Gas Line Repair services in Fort Worth
Our crew runs about half of its weekly volume on gas line repair calls in and around Fort Worth. The other half is everything else local-service. So yes, we know your area. Family-run, second-generation if you count my dad. We've watched fifteen national "plumbing chains" come and go in Fort Worth and we're still here.
What's typical for this job
Gas line work is regulated. We pull the permit, do the work, and coordinate the utility inspection before the line goes back into service.
Most-common calls: gas-leak detection after the homeowner smells gas, shut-off valve replacement on a 30+ year old appliance line, and new appliance hookups (range, dryer, water heater, fireplace).
If you smell gas, leave the building, call your gas utility's emergency line first (it's free), and call us second. Don't switch lights on or off, don't use phones inside the building. The utility shuts the meter and confirms the leak is on the customer side. Then we come in, find it, and repair.

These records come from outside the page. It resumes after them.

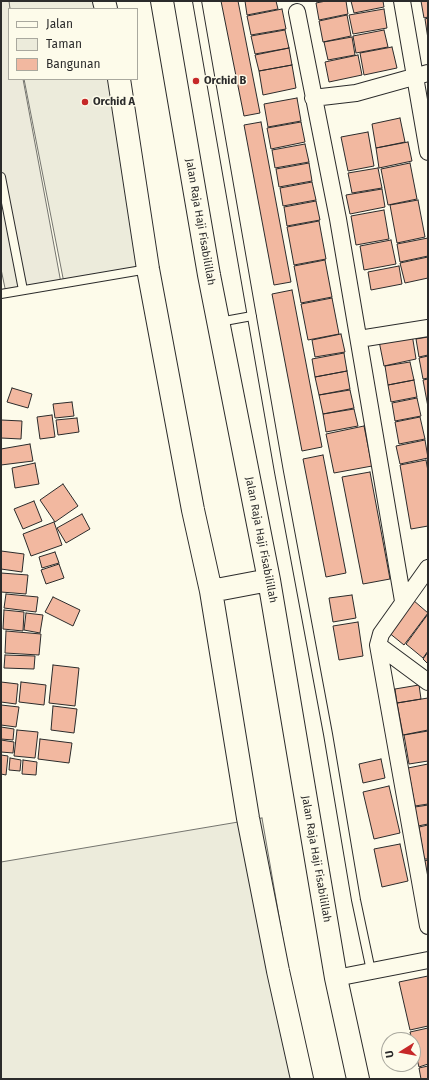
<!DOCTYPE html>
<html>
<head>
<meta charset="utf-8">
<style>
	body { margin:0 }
	#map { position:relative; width:429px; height:1080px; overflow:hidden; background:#fdfbea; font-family:"Fira Sans",sans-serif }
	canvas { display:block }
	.frame { position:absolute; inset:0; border:2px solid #2b2b2b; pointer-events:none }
	.legend { position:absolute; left:8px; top:8px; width:130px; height:72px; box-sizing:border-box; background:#fdfbea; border:1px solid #a9a89e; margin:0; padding:5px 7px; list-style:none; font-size:12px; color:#2b2b2b }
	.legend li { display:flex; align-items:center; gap:8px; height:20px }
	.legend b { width:20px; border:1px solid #a9a89e }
	.north { position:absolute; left:381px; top:1032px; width:40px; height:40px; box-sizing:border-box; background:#fdfbea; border:1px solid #a9a89e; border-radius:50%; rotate:259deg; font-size:11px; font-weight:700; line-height:16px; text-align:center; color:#2b2b2b }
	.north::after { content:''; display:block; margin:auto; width:14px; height:18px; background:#c62828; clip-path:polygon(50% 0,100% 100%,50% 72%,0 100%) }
</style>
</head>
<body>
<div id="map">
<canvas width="429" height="1080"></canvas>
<div class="frame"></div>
<ul class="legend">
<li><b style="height:5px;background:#fdfbea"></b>Jalan</li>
<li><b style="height:11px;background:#ecebdb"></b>Taman</li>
<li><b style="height:11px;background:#f2b8a0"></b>Bangunan</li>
</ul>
<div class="north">U</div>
</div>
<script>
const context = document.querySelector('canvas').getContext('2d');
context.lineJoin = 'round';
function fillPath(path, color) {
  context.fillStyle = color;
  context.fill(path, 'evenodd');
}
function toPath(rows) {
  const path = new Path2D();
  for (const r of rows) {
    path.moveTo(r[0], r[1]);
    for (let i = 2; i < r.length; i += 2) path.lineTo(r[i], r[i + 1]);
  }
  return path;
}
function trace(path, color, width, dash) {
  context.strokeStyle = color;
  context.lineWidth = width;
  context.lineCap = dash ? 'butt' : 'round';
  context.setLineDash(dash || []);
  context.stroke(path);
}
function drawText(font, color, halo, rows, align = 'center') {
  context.font = font + ' "Fira Sans",sans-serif';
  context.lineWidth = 3;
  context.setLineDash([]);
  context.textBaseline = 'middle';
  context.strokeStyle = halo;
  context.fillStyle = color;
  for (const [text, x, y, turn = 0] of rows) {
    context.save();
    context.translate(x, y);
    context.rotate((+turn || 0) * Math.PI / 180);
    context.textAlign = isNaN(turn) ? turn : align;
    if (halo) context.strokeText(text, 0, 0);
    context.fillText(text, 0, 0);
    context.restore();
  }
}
const green = toPath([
	[8,1,115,1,116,9,10,9,8,1],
	[24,79,125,79,148,269,64,283,24,79],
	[262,818,289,974,313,1079,1,1079,1,862,262,818]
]);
fillPath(green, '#ecebdb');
trace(green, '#74746e', 1);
const parking = toPath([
	[1,1,9,1,10,9,9,79,23,79,61,283,6,293,1,269,1,1]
]);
fillPath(parking, '#eceadb');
trace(parking, '#74746e', 1);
const building = toPath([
	[221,1,238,1,260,113,244,116,221,1],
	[245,1,276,1,278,9,247,15,245,1],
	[326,1,346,1,348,14,319,20,316,3,326,1],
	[351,1,383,1,384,7,354,13,351,1],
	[421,1,428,1,428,17,424,18,421,1],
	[282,9,286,29,251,35,247,16,282,9],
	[384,9,387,28,353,34,349,15,384,9],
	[347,15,351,36,323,42,319,21,347,15],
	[428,18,428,39,425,19,428,18],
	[285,30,289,48,255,54,251,36,285,30],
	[384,30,388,47,356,53,353,36,384,30],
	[352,37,355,55,328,60,324,42,352,37],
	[392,47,397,68,364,75,360,53,392,47],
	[289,48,292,65,259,71,255,55,289,48],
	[358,55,362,75,329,82,325,62,358,55],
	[292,65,296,88,263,95,259,71,292,65],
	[297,98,301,121,268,127,264,104,297,98],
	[400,118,405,142,376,148,372,124,400,118],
	[261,122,291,282,274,285,244,125,261,122],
	[301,122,305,142,271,149,267,128,301,122],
	[368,132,374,166,348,171,341,137,368,132],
	[408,142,412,161,379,168,376,148,408,142],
	[305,144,309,162,275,168,272,150,305,144],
	[309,163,312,181,279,187,276,169,309,163],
	[410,163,417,199,388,205,381,169,410,163],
	[378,168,382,188,352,193,348,173,378,168],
	[312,182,316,200,283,206,280,188,312,182],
	[382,189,385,207,350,214,346,195,382,189],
	[418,200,425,237,397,243,390,205,418,200],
	[316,201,320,220,287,226,284,207,316,201],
	[384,210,389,239,356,245,351,216,384,210],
	[319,221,326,259,294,265,287,227,319,221],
	[428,238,428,256,400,262,397,244,428,238],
	[391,240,396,264,364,270,360,246,391,240],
	[428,257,428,278,405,283,400,263,428,257],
	[325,260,332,297,301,303,294,266,325,260],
	[399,266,402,284,371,290,368,272,399,266],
	[292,290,322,447,302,451,272,294,292,290],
	[332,298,339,334,308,340,301,304,332,298],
	[341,334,345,352,315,357,312,340,341,334],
	[412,334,416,359,384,366,379,341,412,334],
	[428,337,428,355,419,357,416,339,428,337],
	[344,353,347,371,315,377,312,359,344,353],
	[428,356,428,378,423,379,419,358,428,356],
	[410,362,414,380,388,385,385,366,410,362],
	[347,371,350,389,319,395,315,377,347,371],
	[428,379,428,407,423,380,428,379],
	[414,380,417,397,391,402,388,385,414,380],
	[12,388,32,394,28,408,7,402,12,388],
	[350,390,354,408,323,414,319,395,350,390],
	[417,398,421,416,395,421,392,403,417,398],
	[72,402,74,416,55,418,53,404,72,402],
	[354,409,358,426,326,432,323,414,354,409],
	[52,415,55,437,40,439,37,417,52,415],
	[420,417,425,439,399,444,395,422,420,417],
	[77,418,79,432,58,435,56,420,77,418],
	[1,420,22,421,21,439,1,438,1,420],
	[364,426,372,466,334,473,326,434,364,426],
	[425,440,428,458,400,464,396,446,425,440],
	[30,444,33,461,1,465,1,449,30,444],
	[323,455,346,573,326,577,303,459,323,455],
	[426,460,428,471,428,526,411,529,400,465,426,460],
	[35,463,39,484,15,488,12,468,35,463],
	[370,472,390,579,363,584,342,477,370,472],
	[63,484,78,506,55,522,40,500,63,484],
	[34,501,42,521,23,529,14,509,34,501],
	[82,514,90,529,66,543,57,528,82,514],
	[54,522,62,545,31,556,23,534,54,522],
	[1,551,24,554,22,572,1,569,1,551],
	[55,552,59,563,42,568,39,557,55,552],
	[59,564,64,578,46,584,41,570,59,564],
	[1,573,28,575,26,594,1,592,1,573],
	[6,594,38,597,36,612,4,608,6,594],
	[352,595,356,618,333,622,329,598,352,595],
	[53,597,80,610,73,626,45,612,53,597],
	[413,600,428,613,404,645,388,632,413,600],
	[4,610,24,612,23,631,3,629,4,610],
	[26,613,43,615,40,633,24,630,26,613],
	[428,614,428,651,423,658,406,644,428,614],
	[358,622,363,656,339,660,333,626,358,622],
	[6,631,41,634,39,655,5,653,6,631],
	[428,652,428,664,423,659,428,652],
	[5,655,35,656,34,669,4,668,5,655],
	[53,665,79,668,75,706,49,703,53,665],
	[1,682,18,684,16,704,1,702,1,682],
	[21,682,46,685,44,705,19,702,21,682],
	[419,685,421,699,397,703,395,689,419,685],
	[428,698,428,730,403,735,397,703,428,698],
	[1,705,19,707,16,727,1,725,1,705],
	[53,706,77,709,74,733,51,730,53,706],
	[1,727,14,729,13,740,1,739,1,727],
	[17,730,38,732,35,758,14,756,17,730],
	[428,731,428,761,409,764,404,735,428,731],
	[40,739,72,743,69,763,38,759,40,739],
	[1,740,14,742,13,753,1,752,1,740],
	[1,755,8,756,6,775,1,774,1,755],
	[10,758,21,760,20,771,9,770,10,758],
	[381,759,385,778,363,783,359,764,381,759],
	[23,760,37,762,36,775,22,774,23,760],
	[428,764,428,804,415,806,408,768,428,764],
	[389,786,400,833,374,839,363,792,389,786],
	[428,805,428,824,418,826,415,807,428,805],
	[428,825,428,859,424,859,419,827,428,825],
	[400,844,408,881,382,887,374,849,400,844],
	[428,860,428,881,424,861,428,860],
	[428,976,428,1026,410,1030,399,982,428,976],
	[428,1028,428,1064,419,1067,410,1032,428,1028],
	[428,1066,428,1079,421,1079,419,1068,428,1066]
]);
fillPath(building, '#f2b8a0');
trace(building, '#2b2b2b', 1);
const service = toPath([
	[197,1,279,472,328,734,356,900,371,971],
	[1,177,23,290],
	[1,294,148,269],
	[219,322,252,316]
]);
const minor = toPath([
	[402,1,428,152],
	[297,12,338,219,403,601],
	[313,98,356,93,428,73],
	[359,339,428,328],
	[428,568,381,634,378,645,428,926],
	[378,645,428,682],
	[336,978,428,960]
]);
const primary = toPath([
	[104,1,106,9],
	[162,1,209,275,269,580,336,978,358,1079],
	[119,79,148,269,193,510,211,591,248,818,278,971,302,1079],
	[211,591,269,580]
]);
trace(service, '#2b2b2b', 10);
trace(minor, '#2b2b2b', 18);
trace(primary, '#2b2b2b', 24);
trace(service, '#fdfbea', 8);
trace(minor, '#fdfbea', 16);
trace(primary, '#fdfbea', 22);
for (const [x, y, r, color] of [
	[196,81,4,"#c62828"],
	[85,102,4,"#c62828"]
]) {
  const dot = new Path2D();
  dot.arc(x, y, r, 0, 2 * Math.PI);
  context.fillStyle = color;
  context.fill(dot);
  trace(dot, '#fdfbea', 1.5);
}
drawText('bold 11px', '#2b2b2b', '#fdfbea', [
	["Orchid B",204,81],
	["Orchid A",93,102]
], 'left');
drawText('11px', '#2b2b2b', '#fdfbea', [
	["Jalan Raja Haji Fisabilillah",200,222,80],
	["Jalan Raja Haji Fisabilillah",261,540,79],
	["Jalan Raja Haji Fisabilillah",316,859,80]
]);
</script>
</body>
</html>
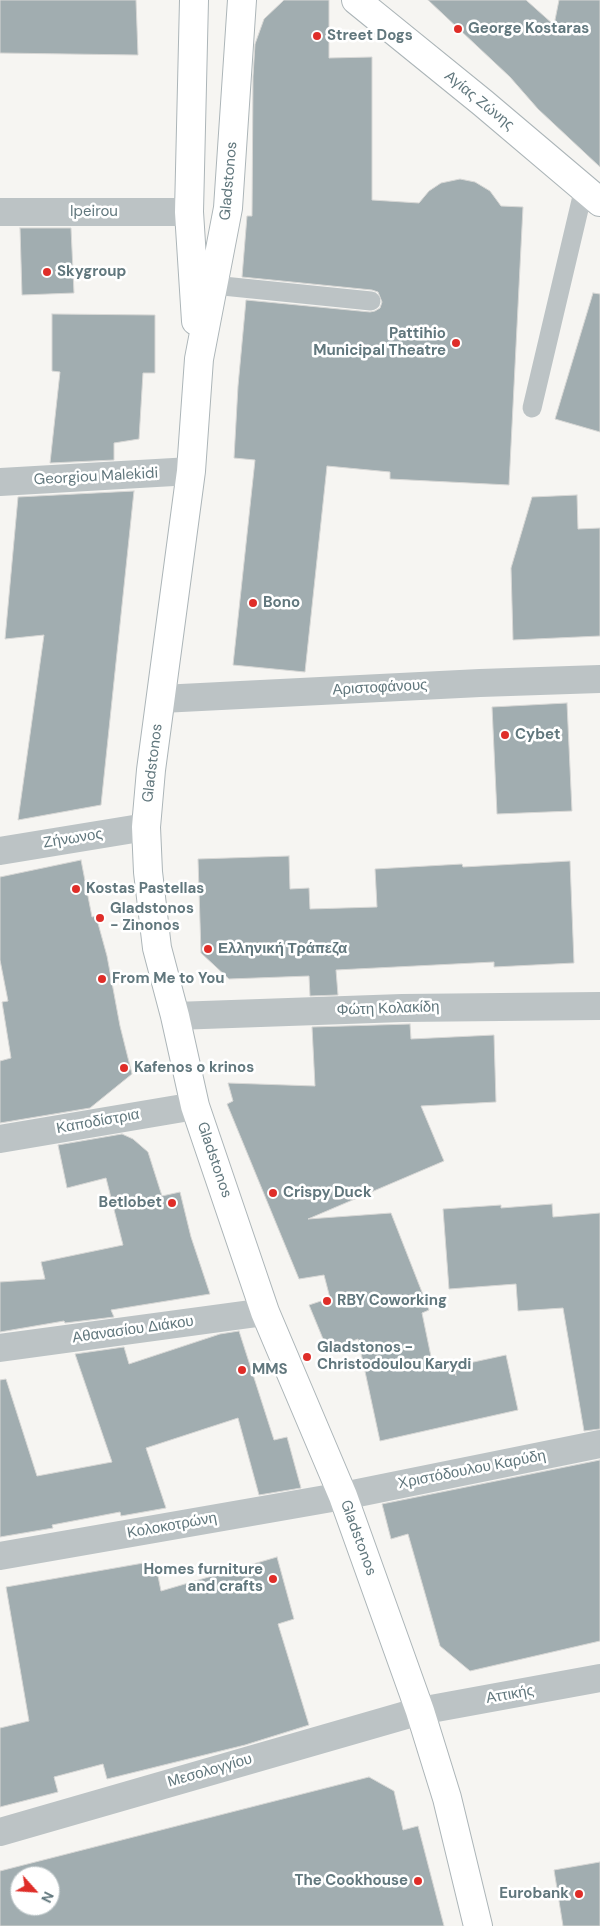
<!DOCTYPE html>
<html>
<head>
<meta charset="utf-8">
<style>
  body { margin:0 }
  #map { position:relative; width:600px; height:1926px; overflow:hidden; background:#f6f5f2; font-family:"DM Sans",sans-serif }
  canvas { display:block }
  .north { position:absolute; left:10px; top:1866px; width:50px; height:50px; box-sizing:border-box; background:#fff; border:1px solid #c0c9cb; border-radius:50%; rotate:116deg; font-size:14px; font-weight:700; line-height:20px; text-align:center; color:#61777d }
  .north::after { content:''; display:block; margin:auto; width:18px; height:22px; background:#df2d28; clip-path:polygon(50% 0,100% 100%,50% 72%,0 100%) }
</style>
</head>
<body>
<div id="map">
<canvas width="600" height="1926"></canvas>
<div class="north">N</div>
</div>
<script>
const ctx = document.querySelector('canvas').getContext('2d');
ctx.lineJoin = 'round';
function fill(path, color) { ctx.fillStyle = color; ctx.fill(path, 'evenodd'); }
const toPath = rows => new Path2D(rows.map(r => 'M' + r).join(''));
function trace(path, color, width, dash) { ctx.strokeStyle = color; ctx.lineWidth = width; ctx.lineCap = dash ? 'butt' : 'round'; ctx.setLineDash(dash || []); ctx.stroke(path); }
function drawText(font, color, halo, rows, align = 'center') {
  ctx.font = font + ' "DM Sans",sans-serif'; ctx.lineWidth = 5; ctx.setLineDash([]); ctx.textBaseline = 'middle'; ctx.strokeStyle = halo; ctx.fillStyle = color; for (const [text, x, y, turn = 0] of rows) {
    ctx.save(); ctx.translate(x, y); ctx.rotate((+turn || 0) * Math.PI / 180); ctx.textAlign = isNaN(turn) ? turn : align; if (halo) ctx.strokeText(text, 0, 0); ctx.fillText(text, 0, 0); ctx.restore();
  }
}
const building = toPath([
  [0,0,136,0,138,55,0,53,0,0],
  [284,0,329,0,329,58,372,57,372,200,419,203,429,191,441,183,460,179,475,182,490,191,501,206,523,207,509,485,390,479,390,472,327,466,305,672,233,665,255,460,234,458,238,386,246,300,370,312,375,311,380,308,382,302,378,292,372,290,242,277,247,216,252,216,253,76,255,44,264,19,284,0],
  [428,0,526,0,554,25,559,0,600,0,600,167,538,109,510,77,428,0],
  [20,228,71,228,74,293,22,295,20,228],
  [593,293,600,294,600,432,555,419,593,293],
  [52,314,155,315,155,373,143,373,139,439,114,443,114,460,50,463,60,372,52,371,52,314],
  [134,491,101,805,18,820,44,635,5,639,18,497,134,491],
  [577,495,578,529,600,528,600,636,513,640,511,568,532,497,577,495],
  [567,703,572,811,497,814,492,707,567,703],
  [289,856,290,889,309,888,310,909,377,907,375,869,462,864,463,867,570,861,574,963,494,967,494,962,336,970,338,995,310,996,309,976,229,979,201,953,198,859,289,856],
  [81,860,92,917,96,916,107,956,120,1026,132,1074,90,1108,0,1123,0,1061,11,1058,2,1002,8,1001,0,960,0,877,81,860],
  [410,1024,411,1039,494,1035,496,1102,421,1106,444,1161,308,1219,391,1213,429,1310,422,1313,434,1371,452,1367,456,1376,455,1366,506,1355,518,1410,380,1441,358,1339,328,1351,309,1305,330,1298,324,1275,299,1279,227,1104,233,1101,228,1083,315,1086,312,1027,410,1024],
  [122,1134,133,1139,148,1152,162,1196,180,1192,191,1237,210,1294,111,1310,114,1317,65,1323,64,1321,0,1332,0,1282,45,1279,41,1262,123,1245,106,1178,67,1188,58,1145,122,1134],
  [552,1204,553,1217,600,1213,600,1429,584,1431,563,1308,518,1311,516,1284,449,1289,443,1209,501,1205,501,1208,552,1204],
  [239,1331,274,1440,287,1437,301,1488,259,1495,238,1418,146,1448,166,1508,121,1516,120,1512,52,1525,53,1528,0,1537,0,1380,6,1379,37,1476,112,1462,75,1354,124,1347,129,1364,220,1334,239,1331],
  [600,1460,600,1641,470,1671,440,1646,408,1534,391,1539,382,1504,600,1460],
  [277,1557,294,1619,278,1624,309,1725,245,1745,107,1779,103,1764,54,1777,58,1792,0,1807,0,1728,29,1721,6,1587,155,1561,161,1591,277,1557],
  [369,1777,394,1791,403,1830,418,1826,444,1926,0,1926,0,1871,369,1777],
  [20,1876,50,1876,50,1906,20,1906,20,1876],
  [600,1862,600,1926,563,1926,554,1870,600,1862]
]);
fill(building, '#a1adb0');
trace(building, '#d7d7d5', 1);
const secondary = toPath([
  [194,0,189,212,196,321],
  [242,0,228,208,199,359,191,471,151,770,146,827,148,872,157,948,175,1016,195,1106,265,1312,343,1496,420,1711,447,1798,478,1926],
  [356,0,483,103,600,202]
]);
trace(secondary, '#acb5b8', 30);
trace(toPath([
  [213,285,371,301],
  [532,408,584,188]
]), '#bcc3c5', 19);
trace(toPath([
  [0,212,189,212],
  [0,482,191,471],
  [161,699,480,683,600,679],
  [0,851,146,827],
  [175,1016,402,1008,600,1006],
  [0,1139,195,1106],
  [0,1348,265,1312],
  [0,1556,343,1496,600,1444],
  [0,1832,420,1711,600,1678]
]), '#bcc3c5', 28);
trace(secondary, '#fff', 28);
for (const [x, y, r, color] of [
  [458,29,5,"#df2d28"],
  [317,36,5,"#df2d28"],
  [47,272,5,"#df2d28"],
  [456,343,5,"#df2d28"],
  [253,603,5,"#df2d28"],
  [505,735,5,"#df2d28"],
  [76,889,5,"#df2d28"],
  [100,918,5,"#df2d28"],
  [208,949,5,"#df2d28"],
  [102,979,5,"#df2d28"],
  [124,1068,5,"#df2d28"],
  [273,1193,5,"#df2d28"],
  [172,1203,5,"#df2d28"],
  [327,1301,5,"#df2d28"],
  [307,1357,5,"#df2d28"],
  [242,1370,5,"#df2d28"],
  [273,1579,5,"#df2d28"],
  [418,1881,5,"#df2d28"],
  [579,1894,5,"#df2d28"]
]) { const dot = new Path2D(); dot.arc(x, y, r, 0, 2 * Math.PI); ctx.fillStyle = color; ctx.fill(dot); trace(dot, '#fff', 2); }
drawText('bold 15px', '#61777d', '#fff', [
  ["George Kostaras",468,29],
  ["Street Dogs",327,36],
  ["Skygroup",57,272],
  ["Pattihio",446,334,"right"],
  ["Municipal Theatre",446,351,"right"],
  ["Bono",263,603],
  ["Cybet",515,735],
  ["Kostas Pastellas",86,889],
  ["Gladstonos",110,909],
  ["- Zinonos",110,926],
  ["Ελληνική Τράπεζα",218,949],
  ["From Me to You",112,979],
  ["Kafenos o krinos",134,1068],
  ["Crispy Duck",283,1193],
  ["Betlobet",162,1203,"right"],
  ["RBY Coworking",337,1301],
  ["Gladstonos -",317,1348],
  ["Christodoulou Karydi",317,1365],
  ["MMS",252,1370],
  ["Homes furniture",263,1570,"right"],
  ["and crafts",263,1587,"right"],
  ["The Cookhouse",408,1881,"right"],
  ["Eurobank",569,1894,"right"]
], 'left');
drawText('15px', '#61777d', '#fff', [
  ["Αγίας Ζώνης",479,101,39],
  ["Gladstonos",229,181,-85],
  ["Ipeirou",94,212],
  ["Georgiou Malekidi",96,477,-3],
  ["Αριστοφάνους",380,688,-3],
  ["Gladstonos",153,763,-83],
  ["Ζήνωνος",73,839,-9],
  ["Φώτη Κολακίδη",388,1009,-2],
  ["Καποδίστρια",98,1122,-10],
  ["Gladstonos",214,1160,71],
  ["Αθανασίου Διάκου",133,1330,-8],
  ["Χριστόδουλου Καρύδη",472,1470,-11],
  ["Κολοκοτρώνη",172,1526,-10],
  ["Gladstonos",358,1538,70],
  ["Αττικής",510,1695,-10],
  ["Μεσολογγίου",210,1771,-16]
]);
</script>
</body>
</html>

Material: black iron is still the standard for hard pipe. Yellow CSST is the flexible alternative — easier to install, but needs proper bonding to prevent lightning strike issues. We do both.
Gas Line Repair in Fort Worth — what's typical here
Fort Worth's housing market has us seeing a lot of move-in inspections and "the previous owner did what?" calls. We sort them out.
On bigger jobs we'll bring two techs. On simpler ones, just one — fewer hands, faster billing.
Fair pricing for this work
Gas leak detection runs $165 – $330. Shut-off valve replacement runs $295 – $625. Appliance hookup (range, dryer, etc.) runs $165 – $385. Partial gas line replacement runs $735 – $2,210.
Other things we handle locally
- Water Heater Repair & Replacement in Fort Worth
- Emergency Plumbing in Fort Worth
- Toilet Repair & Installation in Fort Worth
- Drain Cleaning in Fort Worth
- Slab Leak Detection & Repair in Fort Worth
A recent gas line repair call
Last spring we got a call from a homeowner near the historic core Fort Worth. Intermittent gas smell near the basement furnace. Diagnosis: corroded fitting on a 35-year-old black iron line. We replaced the fitting and pressure-tested the line, ran the test, and were out the door in before lunch. Total: $262 including parts.